Elles demandent, en outre, que le principe de partenariat soit effectivement appliqué : l’existence d’un cadre de gouvernance multi-niveaux, associant les différents niveaux de collectivités locales, doit ainsi figurer au nombre des conditions préalables de mise en œuvre de cette politique dans les différents Etats membres. Les pouvoirs locaux doivent être explicitement associés en amont à la conception  et la rédaction des contrats de partenariat, et pas simplement consultés en fin d’élaboration sur des stratégies qui les concernent et qu’ils auront à mettre en œuvre.

Cohésion territoriale.

Les associations membres de la MEPLF accueillent avec satisfaction la volonté de la Commission de prendre en compte les besoins de développement des territoires, y compris aux plans infrarégional et local. Elles souhaiteraient par conséquent en savoir davantage sur les possibilités de mise en œuvre dans les programmes opérationnels de stratégies intégrées de développement local et le rôle susceptible d’être joué dans ce cadre par les groupes d’action locale.

Dimension urbaine.

Les associations membres de la MEPLF se réjouissent de l’attention accrue accordée à la dimension urbaine dans la future politique de cohésion, compte tenu des défis majeurs auxquels sont confrontées les zones urbaines.

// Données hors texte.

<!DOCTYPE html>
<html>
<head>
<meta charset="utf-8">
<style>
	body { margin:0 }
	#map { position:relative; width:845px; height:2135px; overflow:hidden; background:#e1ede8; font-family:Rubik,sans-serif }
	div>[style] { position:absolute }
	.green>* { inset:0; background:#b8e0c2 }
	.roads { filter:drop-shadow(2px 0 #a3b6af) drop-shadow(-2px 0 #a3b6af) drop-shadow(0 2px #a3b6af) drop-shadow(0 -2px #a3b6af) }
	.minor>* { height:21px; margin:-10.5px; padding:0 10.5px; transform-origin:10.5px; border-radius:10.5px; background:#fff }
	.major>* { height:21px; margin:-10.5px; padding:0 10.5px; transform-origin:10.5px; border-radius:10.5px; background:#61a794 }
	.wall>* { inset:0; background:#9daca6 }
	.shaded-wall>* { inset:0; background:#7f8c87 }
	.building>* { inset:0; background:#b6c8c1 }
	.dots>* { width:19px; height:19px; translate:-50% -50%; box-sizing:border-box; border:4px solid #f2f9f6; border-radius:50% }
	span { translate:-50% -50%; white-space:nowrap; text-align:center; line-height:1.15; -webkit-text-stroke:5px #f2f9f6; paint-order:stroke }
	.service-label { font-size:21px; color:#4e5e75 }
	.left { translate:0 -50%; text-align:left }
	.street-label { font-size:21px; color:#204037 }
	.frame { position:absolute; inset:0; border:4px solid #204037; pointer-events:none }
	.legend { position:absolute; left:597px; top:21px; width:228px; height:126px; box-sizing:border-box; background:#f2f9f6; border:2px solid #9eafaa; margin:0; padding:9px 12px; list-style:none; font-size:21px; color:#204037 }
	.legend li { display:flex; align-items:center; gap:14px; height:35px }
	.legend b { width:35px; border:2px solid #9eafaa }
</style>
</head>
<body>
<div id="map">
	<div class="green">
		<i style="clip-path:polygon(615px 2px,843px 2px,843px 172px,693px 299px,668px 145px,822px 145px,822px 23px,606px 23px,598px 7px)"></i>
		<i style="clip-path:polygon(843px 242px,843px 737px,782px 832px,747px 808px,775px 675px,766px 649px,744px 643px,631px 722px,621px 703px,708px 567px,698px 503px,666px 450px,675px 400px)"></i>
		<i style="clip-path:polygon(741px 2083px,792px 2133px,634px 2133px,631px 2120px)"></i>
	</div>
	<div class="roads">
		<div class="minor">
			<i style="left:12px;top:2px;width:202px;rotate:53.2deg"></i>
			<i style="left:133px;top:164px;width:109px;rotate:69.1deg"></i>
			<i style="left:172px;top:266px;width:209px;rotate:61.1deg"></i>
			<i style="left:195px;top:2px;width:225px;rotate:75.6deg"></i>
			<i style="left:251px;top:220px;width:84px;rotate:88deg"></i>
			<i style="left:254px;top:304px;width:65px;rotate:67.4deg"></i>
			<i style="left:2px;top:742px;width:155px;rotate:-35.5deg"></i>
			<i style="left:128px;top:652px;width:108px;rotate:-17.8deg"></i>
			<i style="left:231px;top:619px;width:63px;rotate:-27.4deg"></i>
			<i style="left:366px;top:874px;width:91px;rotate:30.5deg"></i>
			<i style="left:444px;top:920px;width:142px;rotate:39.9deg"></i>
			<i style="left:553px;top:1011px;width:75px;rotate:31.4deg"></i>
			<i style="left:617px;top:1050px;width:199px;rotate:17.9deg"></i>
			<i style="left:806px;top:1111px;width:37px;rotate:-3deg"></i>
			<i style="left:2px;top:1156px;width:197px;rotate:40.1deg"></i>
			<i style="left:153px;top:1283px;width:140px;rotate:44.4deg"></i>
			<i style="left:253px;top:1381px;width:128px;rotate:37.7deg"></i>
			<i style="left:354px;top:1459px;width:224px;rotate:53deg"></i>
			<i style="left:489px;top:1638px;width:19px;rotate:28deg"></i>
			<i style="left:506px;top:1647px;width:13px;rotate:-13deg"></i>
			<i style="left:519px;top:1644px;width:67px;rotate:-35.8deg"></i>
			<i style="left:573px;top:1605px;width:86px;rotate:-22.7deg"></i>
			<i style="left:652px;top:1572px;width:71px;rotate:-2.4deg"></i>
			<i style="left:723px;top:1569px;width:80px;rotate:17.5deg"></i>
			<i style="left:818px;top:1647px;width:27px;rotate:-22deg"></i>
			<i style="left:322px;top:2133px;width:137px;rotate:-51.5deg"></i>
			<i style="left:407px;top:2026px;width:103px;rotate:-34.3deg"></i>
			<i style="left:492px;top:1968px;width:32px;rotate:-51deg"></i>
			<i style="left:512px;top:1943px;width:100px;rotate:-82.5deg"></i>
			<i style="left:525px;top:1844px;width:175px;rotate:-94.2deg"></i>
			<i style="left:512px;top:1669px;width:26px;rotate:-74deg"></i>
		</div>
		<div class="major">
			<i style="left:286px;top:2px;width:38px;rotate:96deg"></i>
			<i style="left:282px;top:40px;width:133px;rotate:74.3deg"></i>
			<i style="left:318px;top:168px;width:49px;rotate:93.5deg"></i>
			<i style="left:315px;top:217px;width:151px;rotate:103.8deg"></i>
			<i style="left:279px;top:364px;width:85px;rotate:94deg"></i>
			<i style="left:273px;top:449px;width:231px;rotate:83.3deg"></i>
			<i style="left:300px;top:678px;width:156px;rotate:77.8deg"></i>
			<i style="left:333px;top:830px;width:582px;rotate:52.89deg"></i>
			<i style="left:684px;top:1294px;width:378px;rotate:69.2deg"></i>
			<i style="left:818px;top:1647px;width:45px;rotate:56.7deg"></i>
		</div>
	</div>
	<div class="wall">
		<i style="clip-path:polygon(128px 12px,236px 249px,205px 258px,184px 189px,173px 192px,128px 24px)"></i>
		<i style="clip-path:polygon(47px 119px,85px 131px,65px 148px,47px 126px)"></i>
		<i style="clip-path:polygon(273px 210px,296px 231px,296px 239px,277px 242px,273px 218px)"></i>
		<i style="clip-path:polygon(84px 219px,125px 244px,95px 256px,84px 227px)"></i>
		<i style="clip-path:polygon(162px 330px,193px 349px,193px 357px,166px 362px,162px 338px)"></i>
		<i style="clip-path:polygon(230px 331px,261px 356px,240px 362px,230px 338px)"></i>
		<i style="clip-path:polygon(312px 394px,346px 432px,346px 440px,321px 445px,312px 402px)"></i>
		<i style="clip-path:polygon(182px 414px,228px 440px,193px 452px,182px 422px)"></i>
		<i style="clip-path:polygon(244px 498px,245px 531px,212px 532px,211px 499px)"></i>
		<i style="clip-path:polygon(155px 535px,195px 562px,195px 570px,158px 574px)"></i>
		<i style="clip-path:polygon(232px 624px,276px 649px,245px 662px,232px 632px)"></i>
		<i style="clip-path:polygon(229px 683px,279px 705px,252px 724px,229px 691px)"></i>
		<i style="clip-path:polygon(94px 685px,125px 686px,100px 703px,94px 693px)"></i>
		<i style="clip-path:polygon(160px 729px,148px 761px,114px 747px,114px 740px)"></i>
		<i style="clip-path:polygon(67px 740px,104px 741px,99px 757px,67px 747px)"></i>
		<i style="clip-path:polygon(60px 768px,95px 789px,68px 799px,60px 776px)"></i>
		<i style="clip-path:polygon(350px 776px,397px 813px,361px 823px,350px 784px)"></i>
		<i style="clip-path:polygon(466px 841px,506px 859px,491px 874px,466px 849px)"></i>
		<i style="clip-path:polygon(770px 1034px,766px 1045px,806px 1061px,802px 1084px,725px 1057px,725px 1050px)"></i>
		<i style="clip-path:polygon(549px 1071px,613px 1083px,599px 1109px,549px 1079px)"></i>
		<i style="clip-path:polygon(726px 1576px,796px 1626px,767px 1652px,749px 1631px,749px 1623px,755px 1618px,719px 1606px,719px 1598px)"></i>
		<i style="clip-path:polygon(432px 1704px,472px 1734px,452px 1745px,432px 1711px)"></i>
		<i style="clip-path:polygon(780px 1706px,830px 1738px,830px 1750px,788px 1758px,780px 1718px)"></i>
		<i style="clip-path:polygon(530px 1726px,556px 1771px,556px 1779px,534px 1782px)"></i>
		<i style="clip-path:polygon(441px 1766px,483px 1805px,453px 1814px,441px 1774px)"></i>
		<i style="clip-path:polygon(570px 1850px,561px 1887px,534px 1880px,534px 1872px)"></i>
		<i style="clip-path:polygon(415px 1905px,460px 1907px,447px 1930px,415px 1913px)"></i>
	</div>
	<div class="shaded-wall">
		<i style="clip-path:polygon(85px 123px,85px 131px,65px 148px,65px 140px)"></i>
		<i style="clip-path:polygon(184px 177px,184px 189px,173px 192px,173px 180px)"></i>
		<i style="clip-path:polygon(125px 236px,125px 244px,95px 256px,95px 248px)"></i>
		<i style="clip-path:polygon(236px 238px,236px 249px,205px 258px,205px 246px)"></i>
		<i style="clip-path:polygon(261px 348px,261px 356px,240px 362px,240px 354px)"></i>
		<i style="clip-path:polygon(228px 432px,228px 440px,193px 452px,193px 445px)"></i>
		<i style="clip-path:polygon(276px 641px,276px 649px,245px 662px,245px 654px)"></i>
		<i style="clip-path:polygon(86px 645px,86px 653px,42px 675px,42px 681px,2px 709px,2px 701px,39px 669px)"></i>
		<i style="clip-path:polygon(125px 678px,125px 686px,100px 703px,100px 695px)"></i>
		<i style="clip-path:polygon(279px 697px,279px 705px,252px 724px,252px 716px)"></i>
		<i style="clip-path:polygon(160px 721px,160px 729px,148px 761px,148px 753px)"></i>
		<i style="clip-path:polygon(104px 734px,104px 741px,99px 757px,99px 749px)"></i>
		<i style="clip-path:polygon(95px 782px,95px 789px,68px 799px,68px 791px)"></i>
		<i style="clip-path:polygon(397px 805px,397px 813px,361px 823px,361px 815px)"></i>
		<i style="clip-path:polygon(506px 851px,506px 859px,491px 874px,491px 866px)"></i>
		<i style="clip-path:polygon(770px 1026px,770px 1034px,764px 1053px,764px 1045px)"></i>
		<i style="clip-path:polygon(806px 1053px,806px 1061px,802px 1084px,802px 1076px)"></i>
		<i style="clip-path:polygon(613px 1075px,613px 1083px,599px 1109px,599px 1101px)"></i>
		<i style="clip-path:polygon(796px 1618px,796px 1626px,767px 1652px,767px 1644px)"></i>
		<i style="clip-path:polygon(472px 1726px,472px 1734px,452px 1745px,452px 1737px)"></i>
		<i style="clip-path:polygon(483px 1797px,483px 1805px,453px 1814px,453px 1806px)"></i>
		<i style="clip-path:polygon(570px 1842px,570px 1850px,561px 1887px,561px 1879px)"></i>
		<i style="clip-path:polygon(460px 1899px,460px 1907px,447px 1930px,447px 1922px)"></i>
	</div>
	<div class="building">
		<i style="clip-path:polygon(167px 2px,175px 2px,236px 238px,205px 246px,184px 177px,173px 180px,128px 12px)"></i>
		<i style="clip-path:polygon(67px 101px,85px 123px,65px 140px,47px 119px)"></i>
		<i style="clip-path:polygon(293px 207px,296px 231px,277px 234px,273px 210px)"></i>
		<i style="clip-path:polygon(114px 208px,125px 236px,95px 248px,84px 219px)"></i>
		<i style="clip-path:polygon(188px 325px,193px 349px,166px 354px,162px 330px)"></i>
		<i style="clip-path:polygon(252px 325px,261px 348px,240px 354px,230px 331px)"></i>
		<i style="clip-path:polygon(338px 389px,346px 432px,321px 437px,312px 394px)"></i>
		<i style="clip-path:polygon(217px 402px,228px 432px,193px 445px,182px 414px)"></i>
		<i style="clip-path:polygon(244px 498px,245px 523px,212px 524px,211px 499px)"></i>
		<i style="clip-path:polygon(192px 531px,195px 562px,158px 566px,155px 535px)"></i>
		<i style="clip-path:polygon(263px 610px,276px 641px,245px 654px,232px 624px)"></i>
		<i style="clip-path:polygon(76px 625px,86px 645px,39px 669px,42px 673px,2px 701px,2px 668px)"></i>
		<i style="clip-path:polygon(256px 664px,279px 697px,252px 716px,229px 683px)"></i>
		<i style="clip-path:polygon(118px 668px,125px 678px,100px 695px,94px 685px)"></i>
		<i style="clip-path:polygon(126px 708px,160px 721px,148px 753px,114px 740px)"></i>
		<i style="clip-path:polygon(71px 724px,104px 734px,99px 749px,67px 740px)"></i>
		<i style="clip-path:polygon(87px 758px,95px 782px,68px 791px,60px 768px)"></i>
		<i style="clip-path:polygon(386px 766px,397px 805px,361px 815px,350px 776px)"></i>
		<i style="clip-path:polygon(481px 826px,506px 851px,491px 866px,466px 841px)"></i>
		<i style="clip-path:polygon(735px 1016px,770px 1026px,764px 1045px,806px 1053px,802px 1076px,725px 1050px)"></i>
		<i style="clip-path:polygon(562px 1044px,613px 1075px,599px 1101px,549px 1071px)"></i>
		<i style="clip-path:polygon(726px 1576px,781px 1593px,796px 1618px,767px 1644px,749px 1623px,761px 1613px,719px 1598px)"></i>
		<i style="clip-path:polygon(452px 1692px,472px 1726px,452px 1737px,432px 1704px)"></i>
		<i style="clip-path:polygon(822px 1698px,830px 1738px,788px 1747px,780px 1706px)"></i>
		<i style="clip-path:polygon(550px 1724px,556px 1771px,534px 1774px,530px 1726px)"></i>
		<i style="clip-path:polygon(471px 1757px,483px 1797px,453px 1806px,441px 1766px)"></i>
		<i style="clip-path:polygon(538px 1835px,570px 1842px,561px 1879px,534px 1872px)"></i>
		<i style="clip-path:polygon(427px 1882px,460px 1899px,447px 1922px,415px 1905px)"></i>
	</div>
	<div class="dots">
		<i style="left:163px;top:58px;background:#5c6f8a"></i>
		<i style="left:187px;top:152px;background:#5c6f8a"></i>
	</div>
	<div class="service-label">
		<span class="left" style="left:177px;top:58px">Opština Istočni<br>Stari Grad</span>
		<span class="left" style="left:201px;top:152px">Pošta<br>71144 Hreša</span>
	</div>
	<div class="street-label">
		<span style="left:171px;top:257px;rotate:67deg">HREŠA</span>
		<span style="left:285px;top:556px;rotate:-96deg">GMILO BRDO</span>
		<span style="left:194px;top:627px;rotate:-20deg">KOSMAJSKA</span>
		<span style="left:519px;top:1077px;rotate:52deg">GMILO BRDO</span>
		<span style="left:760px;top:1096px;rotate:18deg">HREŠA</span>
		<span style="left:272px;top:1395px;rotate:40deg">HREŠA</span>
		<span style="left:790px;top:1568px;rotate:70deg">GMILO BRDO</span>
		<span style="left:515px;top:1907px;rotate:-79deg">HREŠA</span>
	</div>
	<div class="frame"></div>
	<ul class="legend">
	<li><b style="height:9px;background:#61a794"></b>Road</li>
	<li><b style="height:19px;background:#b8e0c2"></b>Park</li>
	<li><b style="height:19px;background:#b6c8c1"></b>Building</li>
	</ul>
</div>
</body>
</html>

Elles souhaiteraient cependant obtenir des précisions quant à la nature et aux modalités d’intervention envisagées par la nouvelle réglementation : budget dédié, type d’actions financées (actions  intégrées urbaines), nombre de villes retenues et critères de sélection, dispositif de gestion et de mise en réseau envisagés (plateforme de développement urbain)…

Fonds social européen.

Avec une enveloppe budgétaire représentant un quart du budget de la politique de cohésion, les associations membres de la MEPLF se félicitent de la place consolidée du FSE au sein de la politique de cohésion. Elles considèrent, en effet, que cet instrument a fait la preuve de son efficacité et qu’il demeure l’outil privilégié d’intervention de l’UE en matière de cohésion et d’inclusion sociales.

Elles approuvent la concentration de ses interventions notamment pour répondre aux problèmes d’emploi et de requalification professionnelle et pour promouvoir l’inclusion sociale et la lutte contre la pauvreté.

Elles demandent, enfin, un meilleur ancrage territorial de cet instrument afin de faciliter la mise en œuvre de véritables stratégies intégrées de développement et de pouvoir répondre aux multiples besoins locaux.

Gouvernance multi-niveaux.

Les associations membres de la MEPLF accueillent très favorablement les dispositions associant tous les niveaux territoriaux dans l’élaboration et la mise en œuvre de la politique de cohésion.

Comme indiqué précédemment, elles demandent que l’existence d’un cadre de gouvernance multi-niveaux soit une condition préalable de la mise en œuvre de cette politique dans les différents Etats membres.

Simplification.

Les associations membres de la MEPLF souhaitent que les différentes mesures de simplification annoncées, que ce soit en termes d’éligibilité, de gestion, de suivi, d’évaluation ou de contrôle, se traduisent véritablement sur le terrain par un allègement de la charge administrative de cette politique. Elles demandent parallèlement un effort accru d’information pour faciliter l’accès de ces fonds aux collectivités de toutes tailles.